I'm fully in agreement with you!

N.


----------



## SixFootScowl (Oct 17, 2011)

I never noticed a plethora of You Tube threads. Maybe because I come in most of the time with a click on "New Posts" and look for the green balls where I have posted before and any threads that don't have many posts, which suggests a new thread of some sort.


----------



## pianozach (May 21, 2018)

SixFootScowl said:


> I never notices a plethora of You Tube threads. Maybe because I come in most of the time with a click on "New Posts" and look for the green balls where I have posted before and any threads that don't have many posts, which suggests a new thread of some sort.


Yep.

Same here.


----------



## annaw (May 4, 2019)

pianozach said:


> Yep.
> 
> Same here.


I hope no one gets a feeling as if someone was against the existence of youtube threads (at least no one seems to be). It's rather that both the discussion and the YT threads would maybe serve their purpose more effectively if they were separated. I think Helgi's idea is great because there are times when at least I want to either share my excitement about a particular video or ask what others think of it.


----------



## Bonetan (Dec 22, 2016)

Is the YouTube sub-forum getting any traction? I had an idea for a thread, but then realized I need to let the YouTube binge run its course or see my thread get buried...


----------



## Bonetan (Dec 22, 2016)

bump...........


----------



## annaw (May 4, 2019)

Bonetan said:


> bump...........


Maybe it's best to write to one of the mods .


----------



## Barelytenor (Nov 19, 2011)

I think things are absolutely fine as they are.

Kind regards, :tiphat:

George


----------



## Bonetan (Dec 22, 2016)

annaw said:


> Maybe it's best to write to one of the mods .

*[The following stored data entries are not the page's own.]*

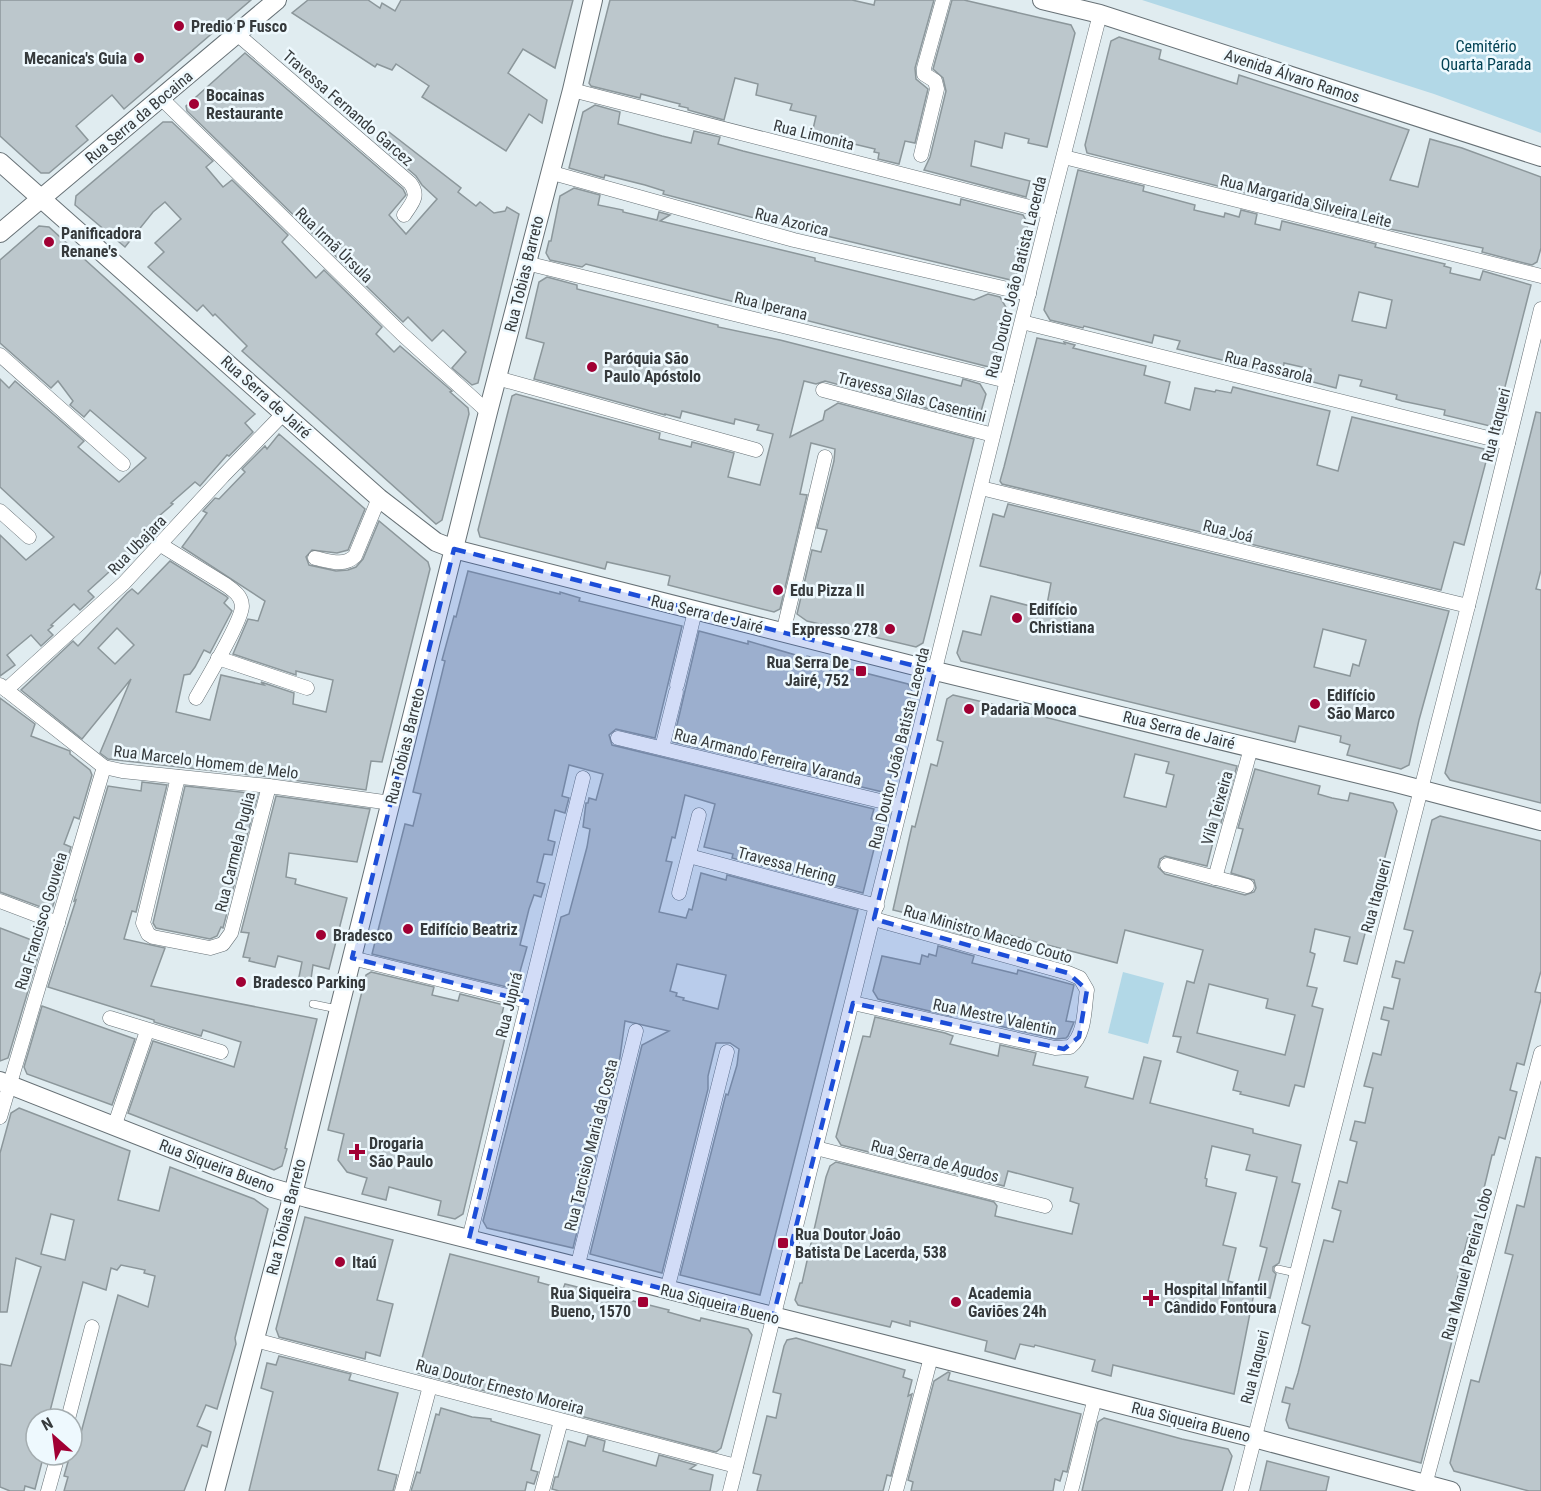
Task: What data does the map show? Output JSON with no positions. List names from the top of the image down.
{
  "streets": {
    "main road": [
      "Avenida Álvaro Ramos",
      "Rua Serra da Bocaina",
      "Rua Tobias Barreto",
      "Rua Serra de Jairé",
      "Rua Siqueira Bueno"
    ],
    "street": [
      "Travessa Fernando Garcez",
      "Rua Limonita",
      "Rua Margarida Silveira Leite",
      "Rua Azorica",
      "Rua Irmã Úrsula",
      "Rua Doutor João Batista Lacerda",
      "Rua Iperana",
      "Rua Passarola",
      "Travessa Silas Casentini",
      "Rua Itaqueri",
      "Rua Joá",
      "Rua Ubajara",
      "Rua Armando Ferreira Varanda",
      "Rua Marcelo Homem de Melo",
      "Vila Teixeira",
      "Rua Carmela Puglia",
      "Travessa Hering",
      "Rua Francisco Gouveia",
      "Rua Ministro Macedo Couto",
      "Rua Jupirá",
      "Rua Mestre Valentin",
      "Rua Tarcisio Maria da Costa",
      "Rua Serra de Agudos",
      "Rua Manuel Pereira Lobo",
      "Rua Doutor Ernesto Moreira"
    ]
  },
  "crossings": [
    ["Avenida Álvaro Ramos", "Rua Doutor João Batista Lacerda"],
    ["Travessa Fernando Garcez", "Rua Serra da Bocaina"],
    ["Rua Serra da Bocaina", "Rua Irmã Úrsula"],
    ["Rua Serra da Bocaina", "Rua Serra de Jairé"],
    ["Rua Limonita", "Rua Tobias Barreto"],
    ["Rua Limonita", "Rua Doutor João Batista Lacerda"],
    ["Rua Margarida Silveira Leite", "Rua Doutor João Batista Lacerda"],
    ["Rua Azorica", "Rua Tobias Barreto"],
    ["Rua Azorica", "Rua Doutor João Batista Lacerda"],
    ["Rua Irmã Úrsula", "Rua Tobias Barreto"],
    ["Rua Tobias Barreto", "Rua Iperana"],
    ["Rua Tobias Barreto", "Rua Serra de Jairé"],
    ["Rua Tobias Barreto", "Rua Marcelo Homem de Melo"],
    ["Rua Tobias Barreto", "Rua Siqueira Bueno"],
    ["Rua Tobias Barreto", "Rua Doutor Ernesto Moreira"],
    ["Rua Doutor João Batista Lacerda", "Rua Iperana"],
    ["Rua Doutor João Batista Lacerda", "Rua Passarola"],
    ["Rua Doutor João Batista Lacerda", "Rua Serra de Jairé"],
    ["Rua Doutor João Batista Lacerda", "Travessa Silas Casentini"],
    ["Rua Doutor João Batista Lacerda", "Rua Joá"],
    ["Rua Doutor João Batista Lacerda", "Rua Armando Ferreira Varanda"],
    ["Rua Doutor João Batista Lacerda", "Travessa Hering"],
    ["Rua Doutor João Batista Lacerda", "Rua Ministro Macedo Couto"],
    ["Rua Doutor João Batista Lacerda", "Rua Mestre Valentin"],
    ["Rua Doutor João Batista Lacerda", "Rua Serra de Agudos"],
    ["Rua Doutor João Batista Lacerda", "Rua Siqueira Bueno"],
    ["Rua Doutor João Batista Lacerda", "Rua Doutor Ernesto Moreira"],
    ["Rua Passarola", "Rua Itaqueri"],
    ["Rua Serra de Jairé", "Rua Itaqueri"],
    ["Rua Serra de Jairé", "Rua Ubajara"],
    ["Rua Serra de Jairé", "Rua Armando Ferreira Varanda"],
    ["Rua Serra de Jairé", "Vila Teixeira"],
    ["Rua Itaqueri", "Rua Joá"],
    ["Rua Itaqueri", "Rua Siqueira Bueno"],
    ["Rua Ubajara", "Rua Marcelo Homem de Melo"],
    ["Rua Marcelo Homem de Melo", "Rua Carmela Puglia"],
    ["Rua Marcelo Homem de Melo", "Rua Francisco Gouveia"],
    ["Travessa Hering", "Rua Ministro Macedo Couto"],
    ["Rua Francisco Gouveia", "Rua Siqueira Bueno"],
    ["Rua Ministro Macedo Couto", "Rua Mestre Valentin"],
    ["Rua Jupirá", "Rua Siqueira Bueno"],
    ["Rua Tarcisio Maria da Costa", "Rua Siqueira Bueno"],
    ["Rua Siqueira Bueno", "Rua Manuel Pereira Lobo"]
  ],
  "parks": ["Cemitério Quarta Parada"],
  "places": {
    "other": [
      "Predio P Fusco",
      "Mecanica's Guia",
      "Bocainas Restaurante",
      "Panificadora Renane's",
      "Paróquia São Paulo Apóstolo",
      "Edu Pizza II",
      "Edifício Christiana",
      "Expresso 278",
      "Edifício São Marco",
      "Padaria Mooca",
      "Edifício Beatriz",
      "Bradesco",
      "Bradesco Parking",
      "Itaú",
      "Academia Gaviões 24h"
    ],
    "transit": ["Rua Serra De Jairé, 752", "Rua Doutor João Batista De Lacerda, 538", "Rua Siqueira Bueno, 1570"],
    "health": ["Drogaria São Paulo", "Hospital Infantil Cândido Fontoura"]
  },
  "north": "top left"
}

I already did. Haven't heard back. I'm going to give up now.


----------



## mmsbls (Mar 6, 2011)

In general, the moderators like to see how members respond to a suggestion. In many cases someone will suggest a change, but few people post their views of the suggested change. Few posted comments probably, but not always, indicates relatively little interest in the change. There have been cases where a change was suggested without much interest only to have the change suggested later with enough interest to cause us to make the suggested change.


----------



## The Conte (May 31, 2015)

Thanks for the explanation, at least this wasn't just left hanging. I guess I will just continue my clicking through the tedious extraneous threads each day when I log on. Perhaps there will be more interest in a few months time.

N.


----------



## Barelytenor (Nov 19, 2011)

mmsbls said:


> When members suggest a new sub-forum, moderators ultimately must decide whether to follow through, but we like to see input from a reasonable number of members. So perhaps people who have posted here or read through this thread could give us some feedback in that thread.
> 
> Threads that have nothing but youtube videos would clearly go into the new subforum, but there are threads that have a mix of comments and videos (e.g. Best Queen of the Night?). Where would those threads go? It's not clear to me how to decide. Anyway, feedback would be useful.
> 
> And please post comments in the request thread to give feedback.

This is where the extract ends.